- _TASK ITEM_
Lines in the listing that hold the string "overflow" need to be tallied, and the total given alone.

- _DATA FOR THE TASK_
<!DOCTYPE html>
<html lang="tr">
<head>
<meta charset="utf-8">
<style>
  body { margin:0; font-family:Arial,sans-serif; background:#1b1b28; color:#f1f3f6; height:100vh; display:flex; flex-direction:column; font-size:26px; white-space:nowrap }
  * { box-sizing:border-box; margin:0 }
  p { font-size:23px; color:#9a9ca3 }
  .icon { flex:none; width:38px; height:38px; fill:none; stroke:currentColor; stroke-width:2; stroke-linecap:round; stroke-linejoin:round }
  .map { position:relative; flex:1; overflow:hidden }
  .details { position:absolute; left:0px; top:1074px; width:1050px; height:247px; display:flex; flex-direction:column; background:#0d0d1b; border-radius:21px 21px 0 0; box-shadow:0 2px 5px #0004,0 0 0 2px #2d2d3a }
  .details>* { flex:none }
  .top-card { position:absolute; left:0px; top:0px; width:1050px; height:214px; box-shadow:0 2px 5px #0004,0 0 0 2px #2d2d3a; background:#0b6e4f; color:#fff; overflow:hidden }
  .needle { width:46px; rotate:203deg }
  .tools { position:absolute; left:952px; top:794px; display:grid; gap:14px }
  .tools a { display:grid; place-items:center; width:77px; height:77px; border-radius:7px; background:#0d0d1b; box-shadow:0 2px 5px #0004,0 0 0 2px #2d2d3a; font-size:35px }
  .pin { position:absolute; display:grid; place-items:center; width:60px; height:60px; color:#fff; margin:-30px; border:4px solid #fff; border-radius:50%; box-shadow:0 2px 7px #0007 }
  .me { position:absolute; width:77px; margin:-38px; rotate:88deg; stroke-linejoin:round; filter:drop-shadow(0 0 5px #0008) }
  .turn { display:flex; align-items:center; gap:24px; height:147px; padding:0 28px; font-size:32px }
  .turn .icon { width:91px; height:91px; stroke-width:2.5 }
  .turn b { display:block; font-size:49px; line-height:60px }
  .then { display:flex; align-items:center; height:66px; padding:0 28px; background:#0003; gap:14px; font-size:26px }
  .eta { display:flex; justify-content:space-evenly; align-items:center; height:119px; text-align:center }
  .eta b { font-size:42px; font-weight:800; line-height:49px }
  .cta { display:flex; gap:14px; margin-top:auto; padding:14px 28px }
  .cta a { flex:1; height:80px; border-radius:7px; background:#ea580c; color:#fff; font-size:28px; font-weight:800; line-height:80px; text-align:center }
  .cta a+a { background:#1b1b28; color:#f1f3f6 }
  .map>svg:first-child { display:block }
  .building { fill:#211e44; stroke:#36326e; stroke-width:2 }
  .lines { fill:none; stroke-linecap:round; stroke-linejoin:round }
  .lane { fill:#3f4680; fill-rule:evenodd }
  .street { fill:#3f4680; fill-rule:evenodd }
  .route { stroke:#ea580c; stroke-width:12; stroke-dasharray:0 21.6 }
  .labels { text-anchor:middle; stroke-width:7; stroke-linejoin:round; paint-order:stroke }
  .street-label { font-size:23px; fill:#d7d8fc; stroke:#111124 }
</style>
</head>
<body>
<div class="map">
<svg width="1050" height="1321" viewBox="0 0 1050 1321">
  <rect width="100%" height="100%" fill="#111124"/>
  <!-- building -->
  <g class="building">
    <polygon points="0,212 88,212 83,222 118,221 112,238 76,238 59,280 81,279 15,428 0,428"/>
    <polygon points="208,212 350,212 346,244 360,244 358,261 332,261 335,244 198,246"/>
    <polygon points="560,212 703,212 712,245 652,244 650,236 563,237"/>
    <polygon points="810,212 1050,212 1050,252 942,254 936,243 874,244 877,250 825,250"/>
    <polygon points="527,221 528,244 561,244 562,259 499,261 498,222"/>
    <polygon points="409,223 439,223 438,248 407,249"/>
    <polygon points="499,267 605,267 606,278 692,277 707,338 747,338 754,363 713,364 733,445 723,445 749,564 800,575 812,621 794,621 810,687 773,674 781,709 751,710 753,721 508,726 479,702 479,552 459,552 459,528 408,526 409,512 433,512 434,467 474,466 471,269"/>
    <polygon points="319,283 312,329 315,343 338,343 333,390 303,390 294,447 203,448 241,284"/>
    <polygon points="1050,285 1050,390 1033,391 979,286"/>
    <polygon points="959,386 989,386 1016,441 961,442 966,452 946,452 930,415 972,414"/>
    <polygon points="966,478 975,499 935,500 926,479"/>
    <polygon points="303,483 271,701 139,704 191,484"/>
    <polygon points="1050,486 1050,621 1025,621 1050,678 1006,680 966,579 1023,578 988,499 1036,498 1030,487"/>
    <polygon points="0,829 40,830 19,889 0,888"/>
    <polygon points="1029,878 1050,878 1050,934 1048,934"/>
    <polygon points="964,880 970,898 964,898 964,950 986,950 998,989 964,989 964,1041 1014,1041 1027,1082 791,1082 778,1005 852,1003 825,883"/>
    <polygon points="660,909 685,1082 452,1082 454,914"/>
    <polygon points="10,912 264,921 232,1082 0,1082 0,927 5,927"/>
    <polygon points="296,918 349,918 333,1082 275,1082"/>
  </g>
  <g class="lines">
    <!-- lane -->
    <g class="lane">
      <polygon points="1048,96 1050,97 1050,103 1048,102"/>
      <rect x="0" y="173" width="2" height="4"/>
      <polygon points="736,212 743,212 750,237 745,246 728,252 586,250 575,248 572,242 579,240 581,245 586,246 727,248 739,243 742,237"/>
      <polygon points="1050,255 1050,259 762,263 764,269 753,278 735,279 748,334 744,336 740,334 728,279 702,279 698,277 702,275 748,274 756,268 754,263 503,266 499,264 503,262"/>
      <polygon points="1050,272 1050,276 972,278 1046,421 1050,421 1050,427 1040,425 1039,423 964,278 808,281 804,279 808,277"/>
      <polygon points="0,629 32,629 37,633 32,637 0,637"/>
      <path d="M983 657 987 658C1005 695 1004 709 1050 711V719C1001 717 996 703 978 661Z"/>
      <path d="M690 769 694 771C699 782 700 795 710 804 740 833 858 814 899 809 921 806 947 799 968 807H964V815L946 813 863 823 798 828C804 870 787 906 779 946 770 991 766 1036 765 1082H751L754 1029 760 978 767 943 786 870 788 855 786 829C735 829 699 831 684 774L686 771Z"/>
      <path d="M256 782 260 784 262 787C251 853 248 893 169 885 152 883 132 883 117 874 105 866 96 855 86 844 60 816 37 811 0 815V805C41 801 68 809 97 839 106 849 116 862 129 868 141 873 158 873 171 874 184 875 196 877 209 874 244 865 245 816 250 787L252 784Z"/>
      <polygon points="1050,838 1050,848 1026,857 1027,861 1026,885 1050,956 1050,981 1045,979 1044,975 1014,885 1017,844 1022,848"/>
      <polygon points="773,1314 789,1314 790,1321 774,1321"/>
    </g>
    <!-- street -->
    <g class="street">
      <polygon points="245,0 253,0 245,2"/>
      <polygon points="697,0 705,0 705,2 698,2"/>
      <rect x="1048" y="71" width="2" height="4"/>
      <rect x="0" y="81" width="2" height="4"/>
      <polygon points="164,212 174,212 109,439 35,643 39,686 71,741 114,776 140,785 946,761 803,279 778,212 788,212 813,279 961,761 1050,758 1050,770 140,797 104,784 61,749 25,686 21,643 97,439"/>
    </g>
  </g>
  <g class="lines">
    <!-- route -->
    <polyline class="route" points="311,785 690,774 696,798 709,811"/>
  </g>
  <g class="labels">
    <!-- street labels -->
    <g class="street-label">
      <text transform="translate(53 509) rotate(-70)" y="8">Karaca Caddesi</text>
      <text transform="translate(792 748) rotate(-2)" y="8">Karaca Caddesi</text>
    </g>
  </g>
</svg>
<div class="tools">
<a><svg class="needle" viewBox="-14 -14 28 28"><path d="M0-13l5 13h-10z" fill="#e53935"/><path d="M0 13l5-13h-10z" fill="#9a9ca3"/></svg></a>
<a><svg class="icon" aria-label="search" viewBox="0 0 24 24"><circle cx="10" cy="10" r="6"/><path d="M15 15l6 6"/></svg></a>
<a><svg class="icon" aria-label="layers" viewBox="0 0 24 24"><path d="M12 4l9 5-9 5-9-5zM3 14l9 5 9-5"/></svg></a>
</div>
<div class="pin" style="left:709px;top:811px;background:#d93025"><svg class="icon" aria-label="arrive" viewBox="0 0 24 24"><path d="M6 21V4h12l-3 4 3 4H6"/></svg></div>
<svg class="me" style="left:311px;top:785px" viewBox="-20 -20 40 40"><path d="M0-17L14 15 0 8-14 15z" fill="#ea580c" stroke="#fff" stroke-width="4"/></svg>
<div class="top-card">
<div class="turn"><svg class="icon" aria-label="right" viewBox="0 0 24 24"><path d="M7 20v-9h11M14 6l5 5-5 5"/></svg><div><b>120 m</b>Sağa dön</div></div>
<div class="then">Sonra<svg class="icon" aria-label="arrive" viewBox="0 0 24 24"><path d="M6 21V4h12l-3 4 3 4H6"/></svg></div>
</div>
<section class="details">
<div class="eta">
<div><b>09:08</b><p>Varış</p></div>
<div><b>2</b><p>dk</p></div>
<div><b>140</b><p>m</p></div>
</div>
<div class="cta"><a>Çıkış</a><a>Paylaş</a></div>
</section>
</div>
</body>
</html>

- _RESULT BELOW_
2